Furthermore, in its report of January 2006 the Revenue Court was concerned about the lack of regulations there were in the organization of canteens, and alarmed by the cost of living in prisons. The prices of products are fixed by the Warden. The Revenue Court therefore underlines the importance for those prices to be fixed in order to be as accessible as possible for prisoners, absolutely not in order to make the greatest commercial profit.

=== Work done by prisoners ===

The Article D101, paragraph 2 of the Criminal Procedure Code defines the mission of prisons on work: "Wherever possible, the work of each prisoner is chosen according not only on his physical and intellectual abilities, but also on the influence that this work can have on the prospects for his reintegration. It is also determinate according to his family situation and the existence of civil parties to compensate."
In reality the number of jobs is insufficient, and many inmates find themselves in forced inactivity. They are in a precarious situation which prevents them from carrying out compensation for civil parties and to commit themselves in an active rehabilitation approach. Moreover, the salary of an individual is much lower in detention: the minimum wage in short-stay prison represents 40.9% of the general minimum wage and 44.2% in penitentiary centre.
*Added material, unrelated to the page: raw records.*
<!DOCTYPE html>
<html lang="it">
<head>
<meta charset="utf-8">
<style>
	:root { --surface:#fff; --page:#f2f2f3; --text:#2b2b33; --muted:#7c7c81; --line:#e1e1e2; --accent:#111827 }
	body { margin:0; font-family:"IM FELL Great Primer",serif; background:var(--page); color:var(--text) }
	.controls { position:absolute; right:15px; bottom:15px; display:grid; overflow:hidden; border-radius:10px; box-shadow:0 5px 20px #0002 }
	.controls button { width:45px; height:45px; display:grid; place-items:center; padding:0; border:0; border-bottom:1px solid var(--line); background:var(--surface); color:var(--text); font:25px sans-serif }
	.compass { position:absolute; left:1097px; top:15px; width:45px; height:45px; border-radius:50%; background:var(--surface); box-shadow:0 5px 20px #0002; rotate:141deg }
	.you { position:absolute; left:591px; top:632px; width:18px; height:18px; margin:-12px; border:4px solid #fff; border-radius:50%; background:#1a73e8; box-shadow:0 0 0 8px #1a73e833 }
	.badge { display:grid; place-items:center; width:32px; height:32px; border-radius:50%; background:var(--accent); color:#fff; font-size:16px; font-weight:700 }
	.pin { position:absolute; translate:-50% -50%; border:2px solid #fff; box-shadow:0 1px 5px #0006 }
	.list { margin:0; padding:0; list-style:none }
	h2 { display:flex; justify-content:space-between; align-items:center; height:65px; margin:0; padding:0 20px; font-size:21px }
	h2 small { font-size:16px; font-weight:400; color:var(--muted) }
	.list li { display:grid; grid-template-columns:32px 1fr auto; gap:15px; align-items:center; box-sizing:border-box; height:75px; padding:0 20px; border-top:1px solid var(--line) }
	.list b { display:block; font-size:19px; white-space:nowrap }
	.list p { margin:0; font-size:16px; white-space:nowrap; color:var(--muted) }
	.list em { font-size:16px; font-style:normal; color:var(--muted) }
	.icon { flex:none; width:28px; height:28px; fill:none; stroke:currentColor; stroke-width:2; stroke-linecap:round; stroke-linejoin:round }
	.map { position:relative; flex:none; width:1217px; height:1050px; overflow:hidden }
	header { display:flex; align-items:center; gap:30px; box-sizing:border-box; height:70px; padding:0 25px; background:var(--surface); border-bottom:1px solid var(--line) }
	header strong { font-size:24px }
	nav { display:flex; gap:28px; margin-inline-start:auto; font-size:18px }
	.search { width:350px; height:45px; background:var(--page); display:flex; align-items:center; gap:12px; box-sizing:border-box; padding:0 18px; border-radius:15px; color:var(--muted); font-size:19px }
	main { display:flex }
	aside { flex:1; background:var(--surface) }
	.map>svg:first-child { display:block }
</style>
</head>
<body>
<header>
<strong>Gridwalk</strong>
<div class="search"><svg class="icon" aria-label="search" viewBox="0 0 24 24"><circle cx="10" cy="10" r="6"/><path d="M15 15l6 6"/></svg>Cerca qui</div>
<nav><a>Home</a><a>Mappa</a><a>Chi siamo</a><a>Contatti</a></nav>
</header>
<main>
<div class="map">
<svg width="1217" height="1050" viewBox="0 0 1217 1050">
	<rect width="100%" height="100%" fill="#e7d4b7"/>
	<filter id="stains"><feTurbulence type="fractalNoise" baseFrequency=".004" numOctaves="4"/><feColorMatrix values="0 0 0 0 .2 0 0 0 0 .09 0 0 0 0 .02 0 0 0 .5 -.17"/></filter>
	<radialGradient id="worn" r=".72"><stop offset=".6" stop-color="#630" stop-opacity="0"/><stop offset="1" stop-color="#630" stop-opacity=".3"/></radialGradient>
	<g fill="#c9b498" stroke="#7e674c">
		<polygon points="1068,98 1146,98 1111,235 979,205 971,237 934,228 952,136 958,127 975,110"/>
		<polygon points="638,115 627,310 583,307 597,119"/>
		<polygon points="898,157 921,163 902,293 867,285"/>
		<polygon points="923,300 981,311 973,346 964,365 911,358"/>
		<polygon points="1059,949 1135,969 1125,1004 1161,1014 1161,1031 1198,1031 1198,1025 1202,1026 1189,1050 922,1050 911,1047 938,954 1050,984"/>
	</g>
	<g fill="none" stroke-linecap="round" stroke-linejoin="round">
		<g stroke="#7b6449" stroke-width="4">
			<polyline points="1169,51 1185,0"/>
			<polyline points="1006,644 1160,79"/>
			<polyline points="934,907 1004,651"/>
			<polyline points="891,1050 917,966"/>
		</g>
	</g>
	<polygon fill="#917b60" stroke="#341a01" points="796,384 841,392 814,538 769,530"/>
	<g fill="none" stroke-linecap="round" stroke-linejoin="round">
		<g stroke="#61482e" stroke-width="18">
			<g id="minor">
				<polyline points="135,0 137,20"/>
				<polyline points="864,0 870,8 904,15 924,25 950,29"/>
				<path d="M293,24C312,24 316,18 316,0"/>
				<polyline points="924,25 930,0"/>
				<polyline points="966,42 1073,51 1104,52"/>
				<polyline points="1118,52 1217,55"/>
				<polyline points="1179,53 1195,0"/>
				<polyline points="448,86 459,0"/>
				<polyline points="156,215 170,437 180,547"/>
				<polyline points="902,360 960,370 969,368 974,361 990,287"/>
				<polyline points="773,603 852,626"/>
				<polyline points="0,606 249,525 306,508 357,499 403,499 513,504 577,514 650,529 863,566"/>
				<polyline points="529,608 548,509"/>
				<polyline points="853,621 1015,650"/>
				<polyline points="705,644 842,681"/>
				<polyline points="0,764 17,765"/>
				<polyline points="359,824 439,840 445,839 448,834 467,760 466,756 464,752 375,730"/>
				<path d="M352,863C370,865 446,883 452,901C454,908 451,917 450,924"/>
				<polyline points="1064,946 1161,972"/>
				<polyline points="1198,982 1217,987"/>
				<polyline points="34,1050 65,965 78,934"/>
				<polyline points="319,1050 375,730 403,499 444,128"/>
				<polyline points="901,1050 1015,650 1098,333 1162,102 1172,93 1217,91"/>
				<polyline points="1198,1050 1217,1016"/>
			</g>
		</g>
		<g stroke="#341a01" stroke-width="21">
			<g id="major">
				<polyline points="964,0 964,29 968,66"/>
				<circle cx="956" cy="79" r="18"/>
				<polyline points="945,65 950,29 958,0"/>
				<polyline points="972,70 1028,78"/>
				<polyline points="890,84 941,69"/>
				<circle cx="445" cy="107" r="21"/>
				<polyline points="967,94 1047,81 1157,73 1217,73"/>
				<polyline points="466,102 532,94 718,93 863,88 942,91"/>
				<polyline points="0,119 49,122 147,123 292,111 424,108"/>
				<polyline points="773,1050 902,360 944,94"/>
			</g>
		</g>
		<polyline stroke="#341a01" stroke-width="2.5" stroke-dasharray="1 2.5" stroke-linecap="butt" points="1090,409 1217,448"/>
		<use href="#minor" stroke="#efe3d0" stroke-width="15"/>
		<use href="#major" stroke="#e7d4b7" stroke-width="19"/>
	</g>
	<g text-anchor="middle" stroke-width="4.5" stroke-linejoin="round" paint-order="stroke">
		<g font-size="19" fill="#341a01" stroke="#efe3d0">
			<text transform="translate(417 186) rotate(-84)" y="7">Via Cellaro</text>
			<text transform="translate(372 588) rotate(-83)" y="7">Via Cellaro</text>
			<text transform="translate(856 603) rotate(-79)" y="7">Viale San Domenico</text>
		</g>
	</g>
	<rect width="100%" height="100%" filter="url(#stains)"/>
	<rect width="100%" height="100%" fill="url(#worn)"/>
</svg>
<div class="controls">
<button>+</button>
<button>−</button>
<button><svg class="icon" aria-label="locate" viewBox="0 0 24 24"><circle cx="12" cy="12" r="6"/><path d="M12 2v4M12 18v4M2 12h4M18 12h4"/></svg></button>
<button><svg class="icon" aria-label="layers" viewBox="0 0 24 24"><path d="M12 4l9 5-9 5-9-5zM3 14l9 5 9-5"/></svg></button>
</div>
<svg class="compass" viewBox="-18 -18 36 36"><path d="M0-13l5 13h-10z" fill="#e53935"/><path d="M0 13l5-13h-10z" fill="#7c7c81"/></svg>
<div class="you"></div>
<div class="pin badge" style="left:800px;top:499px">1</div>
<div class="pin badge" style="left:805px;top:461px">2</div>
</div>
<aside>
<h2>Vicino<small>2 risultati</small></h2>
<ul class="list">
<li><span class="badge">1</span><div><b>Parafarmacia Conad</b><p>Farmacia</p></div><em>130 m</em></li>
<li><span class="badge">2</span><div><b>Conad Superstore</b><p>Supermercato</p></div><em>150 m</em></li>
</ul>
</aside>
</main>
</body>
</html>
=== Separation from family members ===

The allocation in a prison depends on the place of judgement; the judge may request removal of the accused during the investigation. This bind mode leads some inmates to be widely held away from their families, including those arrested overseas. There is often severe trauma due to isolation among women inmates with children.
In addition, prisoners serving long sentences may suffer long periods of isolation from their families. It is often assumed that one cannot see their family in a face to face visitation area for up to twenty years.
Furthermore, in their report Jean-Jacques Hyest and Guy-Pierre Cabanel are worried about the condition of visiting rooms: those are dark places that are often not cleaned, or with an inconvenient access. "At the prison of Nanterre, management had to install a small clinic that allows people to rest: the darkness and the oppressiveness of the corridors to reach the parlours regularly cause discomfort among visitors».
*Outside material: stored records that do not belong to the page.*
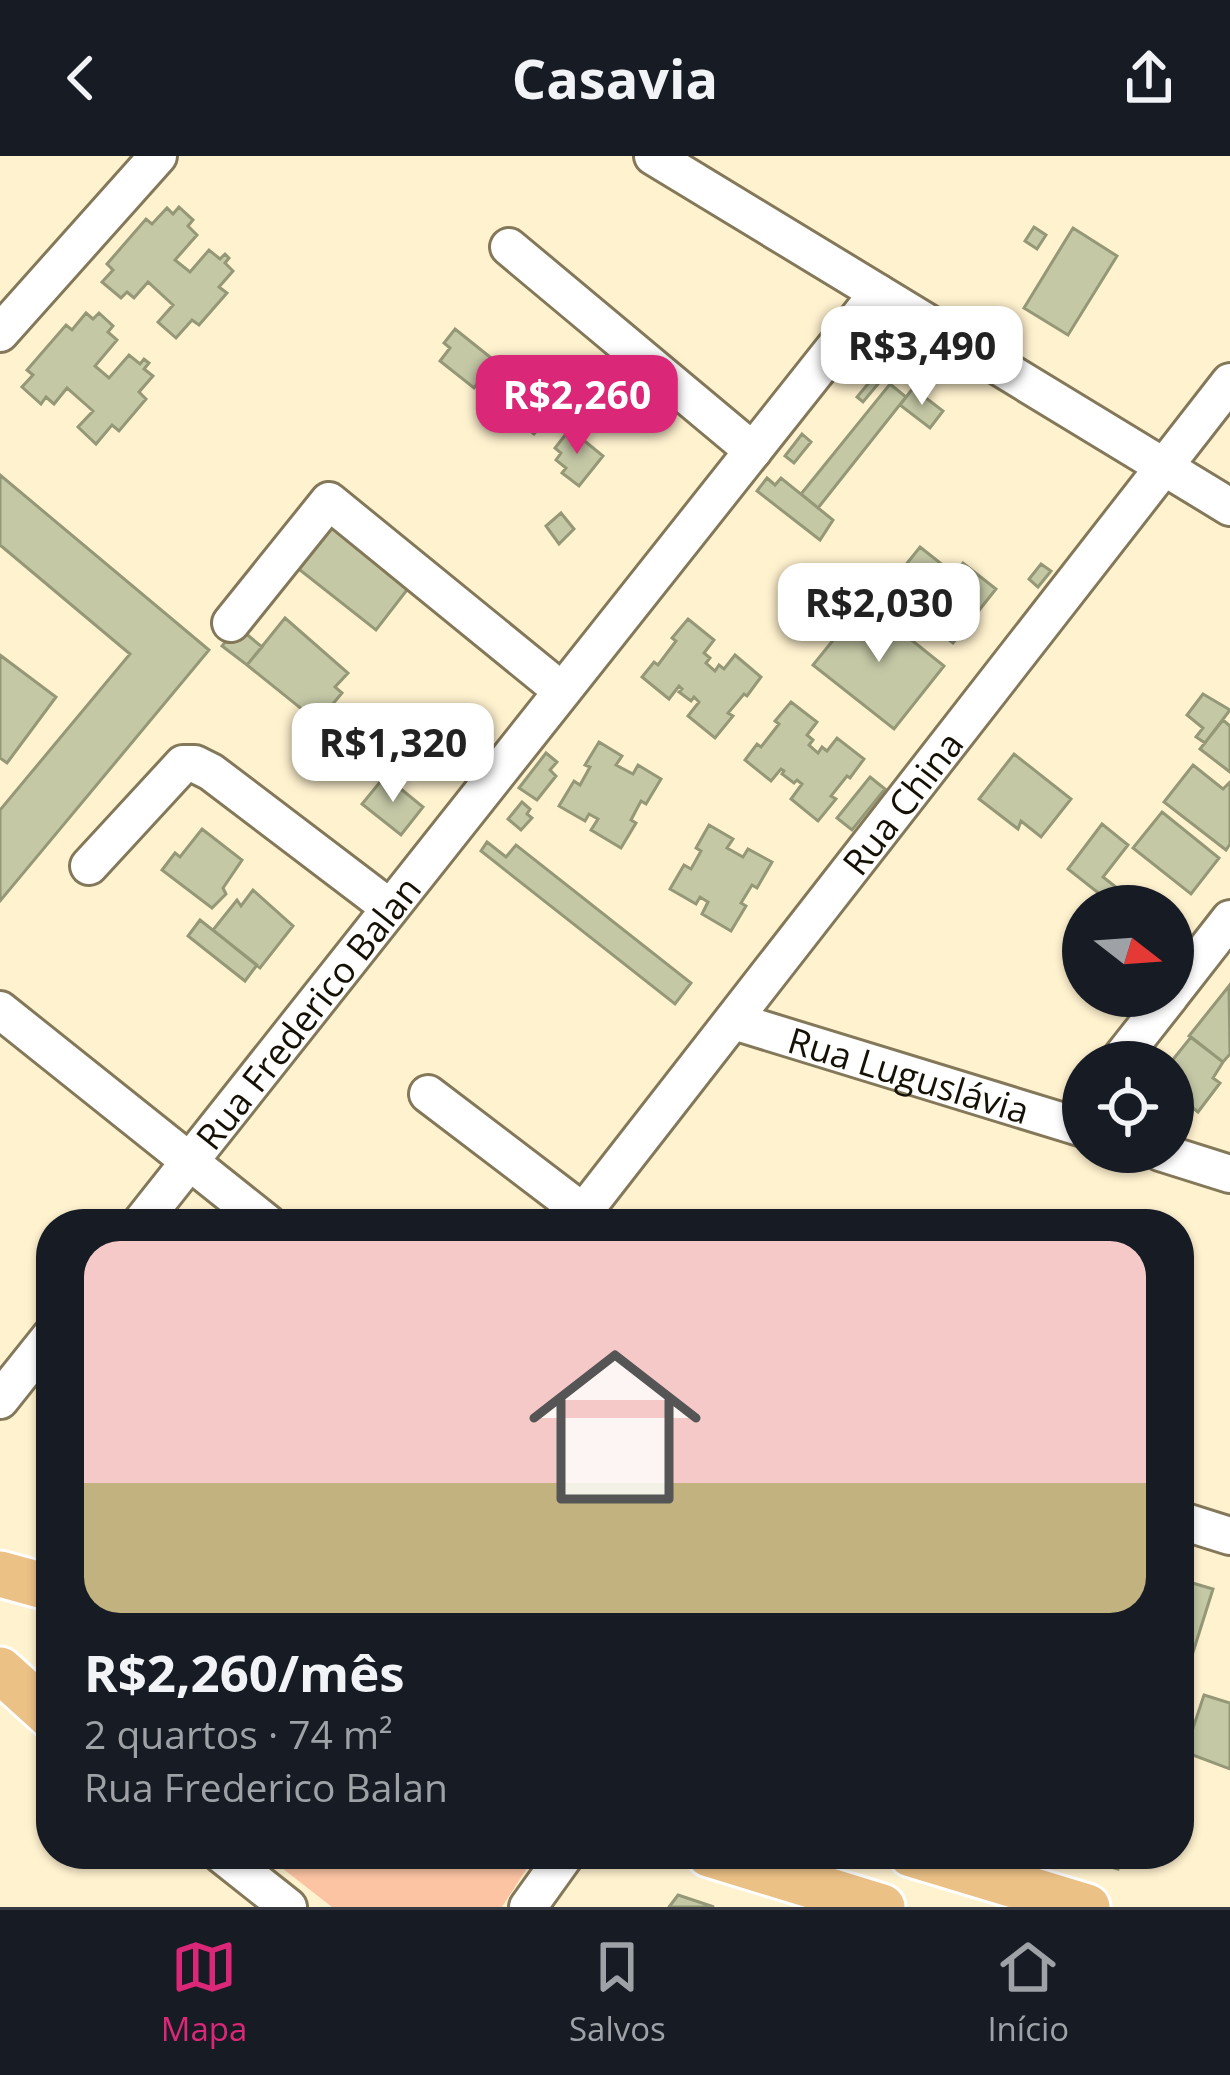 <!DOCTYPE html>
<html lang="pt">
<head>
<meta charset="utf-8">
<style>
	body { margin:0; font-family:"Open Sans",sans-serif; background:#242831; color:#f1f3f6; height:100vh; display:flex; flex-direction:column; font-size:45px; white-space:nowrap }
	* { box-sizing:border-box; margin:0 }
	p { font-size:39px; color:#9ea1a6 }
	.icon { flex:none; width:66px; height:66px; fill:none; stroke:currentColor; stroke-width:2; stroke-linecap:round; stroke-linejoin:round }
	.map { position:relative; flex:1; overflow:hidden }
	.details { position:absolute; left:36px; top:1053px; width:1158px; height:660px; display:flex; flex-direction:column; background:#171b24; border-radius:48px; box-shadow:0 3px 9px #0004 }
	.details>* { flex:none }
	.needle { width:78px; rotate:107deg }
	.controls { position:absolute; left:1062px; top:729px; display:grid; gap:24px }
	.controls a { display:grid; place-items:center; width:132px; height:132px; border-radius:50%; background:#171b24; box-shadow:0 3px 9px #0004; font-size:60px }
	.price { position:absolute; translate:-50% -102px; padding:0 27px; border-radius:24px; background:#fff; color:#222; font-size:39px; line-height:78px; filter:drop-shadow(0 3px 6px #0008) }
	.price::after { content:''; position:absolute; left:50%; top:72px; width:36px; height:27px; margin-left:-18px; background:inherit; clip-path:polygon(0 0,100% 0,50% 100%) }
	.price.active { background:#db2777; color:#fff }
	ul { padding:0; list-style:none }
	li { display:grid; align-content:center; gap:24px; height:636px; padding:0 48px }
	li span { display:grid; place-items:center; height:372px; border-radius:36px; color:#555 }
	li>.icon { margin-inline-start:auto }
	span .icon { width:216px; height:216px; fill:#fffc; stroke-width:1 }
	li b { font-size:51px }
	header { display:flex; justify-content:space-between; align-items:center; height:156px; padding:0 48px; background:#171b24; font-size:54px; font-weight:700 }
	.dock { display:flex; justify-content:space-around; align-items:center; height:168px; border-top:3px solid #363941; background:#171b24; font-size:33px; color:#9ea1a6 }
	.dock a { display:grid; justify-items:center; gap:6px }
	.dock .active { color:#db2777 }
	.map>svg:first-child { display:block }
</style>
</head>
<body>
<header><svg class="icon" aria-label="back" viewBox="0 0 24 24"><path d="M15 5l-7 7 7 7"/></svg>Casavia<svg class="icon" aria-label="share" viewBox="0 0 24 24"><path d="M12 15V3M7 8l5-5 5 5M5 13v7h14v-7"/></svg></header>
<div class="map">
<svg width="1230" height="1751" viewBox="0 0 1230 1751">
	<rect width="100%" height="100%" fill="#fff2cf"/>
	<!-- green -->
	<path fill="#fdc4a4" d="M264,1698H536L502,1751H332Z"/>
	<!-- building -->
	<path fill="#c4c8a5" stroke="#959877" stroke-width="3" d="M179,51L193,64L188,70L197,79L175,104L190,116L209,94L220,103L225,98L229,102L225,107L233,115L219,131L227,137L199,169L192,164L176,182L158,166L173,149L148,126L134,142L127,136L121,142L102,126L113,114L107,108L146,63L152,68L167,52L173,58Z
		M1034,71L1046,79L1037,93L1025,85Z
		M1073,72L1117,100L1068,179L1024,152Z
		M86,157L93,163L99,157L113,170L108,176L117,184L95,210L109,222L129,199L140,208L144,203L149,207L144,213L153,220L139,236L146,243L119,275L112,269L96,288L78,271L93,255L67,232L54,248L46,241L41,248L22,231L33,219L27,214L66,169L72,174Z
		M455,173L495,205L474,232L440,205L450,192L444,187Z
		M877,217L883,222L863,246L857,241Z
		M890,228L906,241L818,352L801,338Z
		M523,231L545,248L541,253L550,259L534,278L520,267L513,275L498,263Z
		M913,232L943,255L930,272L900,249Z
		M570,273L603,300L579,330L562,317L566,312L556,304L561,297L555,292Z
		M802,278L811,286L794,307L785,300Z
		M0,319L209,494L0,745V654L130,498L0,389Z
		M767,322L775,329L781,322L833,364L820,384L757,335Z
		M328,350L417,421L376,474L286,403Z
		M561,357L574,373L559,388L546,370Z
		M920,391L954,418L963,407L996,433L953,487L872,424L882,409L896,421Z
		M1041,408L1051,415L1038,431L1029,423Z
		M864,446L944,510L894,573L813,509Z
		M285,462L348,517L335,531L342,537L326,556L333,561L324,571L247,509Z
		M688,463L714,484L704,497L710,502L706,507L715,515L719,509L724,513L735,499L761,521L747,540L744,538L728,557L733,560L715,582L688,560L699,546L694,541L691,545L679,536L682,533L679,530L669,543L642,521L654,506L658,509L676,485L672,482Z
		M238,471L262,491L247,509L222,490Z
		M0,499L56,541L7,607L0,602Z
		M1203,538L1230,554L1205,587L1196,581L1203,572L1187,559Z
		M791,546L817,566L807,579L813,584L809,589L818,597L822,591L827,595L837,582L864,603L850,622L847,620L831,640L836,643L818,665L791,643L802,628L797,624L794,627L782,618L784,615L781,613L771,625L745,604L757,588L761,591L779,568L775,565Z
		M357,559L390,585L387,588L405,601L388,622L339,584Z
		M1223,564L1230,570V616L1200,593Z
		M599,586L622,600L616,609L633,618L638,609L661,623L646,648L641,645L631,664L636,667L621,692L591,674L598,663L589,658L585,665L559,650L574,625L580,629L590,611L585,609Z
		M546,597L557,606L550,614L556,620L537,644L519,632Z
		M1014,598L1071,643L1041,681L1021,665L1018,673L979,643Z
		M1193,609L1223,633L1230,626V688L1226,694L1164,646Z
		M385,620L423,651L401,679L362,648Z
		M870,621L885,633L852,674L837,662Z
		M522,646L530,653L527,658L532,662L521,674L508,663Z
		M1162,656L1219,702L1191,738L1133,692Z
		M1102,668L1128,689L1103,721L1117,732L1106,743L1068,713Z
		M709,669L733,683L727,692L743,701L748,693L772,706L757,732L752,729L741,747L746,750L731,775L702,758L708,746L700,741L696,748L670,733L684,709L691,713L701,695L696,692Z
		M202,673L242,704L223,732L226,738L212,752L162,714L175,697L180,701Z
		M487,686L506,701L516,689L691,827L675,848L481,695Z
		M253,734L293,770L260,812L213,774L237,744L241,750Z
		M200,764L257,809L245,825L188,780Z
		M1229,830L1230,898L1223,906L1189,880Z
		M1191,881L1223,906L1213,922L1220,927L1198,956L1173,936L1171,906Z
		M1179,1423L1213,1433L1188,1512L1179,1509Z
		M1204,1539L1230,1547V1613L1185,1596Z
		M1086,1698H1122L1118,1713L1085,1703Z
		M678,1739L714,1751H669Z"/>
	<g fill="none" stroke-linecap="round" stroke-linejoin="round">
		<!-- minor casing -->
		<g stroke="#837859" stroke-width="42">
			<g id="minor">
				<path d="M653,0L1230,351"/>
				<path d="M509,91L753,295"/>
				<path d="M0,177L158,0"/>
				<path d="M231,467L329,345L562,535"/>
				<path d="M89,710L183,608H195L211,616L390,752"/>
				<path d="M1173,836L1230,763"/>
				<path d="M0,854L268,1068"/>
				<path id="s1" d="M734,865L1083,972"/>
				<path d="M1118,906L1170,840"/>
				<path d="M428,938L583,1056"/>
				<path d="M1160,996L1230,1018"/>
				<path id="s2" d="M140,1068L878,137"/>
				<path id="s3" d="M574,1068L1230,226"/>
				<path d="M0,1244L51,1180"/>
				<path d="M1179,1364L1230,1380"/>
				<path d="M221,1698L288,1751"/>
				<path d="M528,1751L566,1698"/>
			</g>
		</g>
		<!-- major casing -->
		<g stroke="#fff" stroke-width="51">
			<path id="major" d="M0,1418L51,1432
				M0,1514L51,1560
				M709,1698L882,1751
				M911,1698L1087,1751"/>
		</g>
		<!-- minor -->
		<use href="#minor" stroke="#fff" stroke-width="36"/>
		<!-- major -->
		<use href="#major" stroke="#ebc186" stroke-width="45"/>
	</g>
	<g text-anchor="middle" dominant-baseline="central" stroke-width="10" stroke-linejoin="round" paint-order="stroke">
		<!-- street labels -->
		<g font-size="36" fill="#151105" stroke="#fff2cf">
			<text stroke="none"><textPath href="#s3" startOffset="534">Rua China</textPath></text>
			<text stroke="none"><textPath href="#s2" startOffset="270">Rua Frederico Balan</textPath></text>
			<text stroke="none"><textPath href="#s1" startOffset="183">Rua Luguslávia</textPath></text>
		</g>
	</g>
</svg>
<div class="controls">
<a><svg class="needle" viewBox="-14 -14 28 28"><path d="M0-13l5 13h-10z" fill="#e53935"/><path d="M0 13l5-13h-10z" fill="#9ea1a6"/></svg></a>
<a><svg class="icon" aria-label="locate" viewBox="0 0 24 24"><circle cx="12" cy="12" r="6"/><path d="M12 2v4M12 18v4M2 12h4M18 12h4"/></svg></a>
</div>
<b class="price" style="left:922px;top:252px">R$3,490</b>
<b class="price active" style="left:577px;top:301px">R$2,260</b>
<b class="price" style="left:879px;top:509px">R$2,030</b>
<b class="price" style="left:393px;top:649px">R$1,320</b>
<section class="details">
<ul>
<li><span style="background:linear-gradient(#f6c9c9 65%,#c2b280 0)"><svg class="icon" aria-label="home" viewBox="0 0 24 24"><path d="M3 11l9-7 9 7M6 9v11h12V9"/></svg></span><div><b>R$2,260/mês</b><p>2 quartos · 74 m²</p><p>Rua Frederico Balan</p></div></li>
</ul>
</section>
</div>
<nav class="dock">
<a class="active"><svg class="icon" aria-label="map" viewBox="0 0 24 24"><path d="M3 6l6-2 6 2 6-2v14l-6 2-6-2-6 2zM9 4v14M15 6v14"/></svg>Mapa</a>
<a><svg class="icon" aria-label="saved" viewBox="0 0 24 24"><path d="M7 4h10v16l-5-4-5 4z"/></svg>Salvos</a>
<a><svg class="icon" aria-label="home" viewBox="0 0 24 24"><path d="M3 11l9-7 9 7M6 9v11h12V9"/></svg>Início</a>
</nav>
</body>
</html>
Álvaro Gil-Robles, the Council of Europe Commissioner for Human Rights, in his report on the effective respect for human rights in France, was concerned about the lack of "family units" built in France. Those are spaces for inmates serving long sentences and not enjoying furloughs. It is built in the prison enclosure, and is unsupervised. It allows the family to live all the dimensions of real family life for a while. This meeting system with the family has begun to be widespread in Europe; France is lagging behind on this.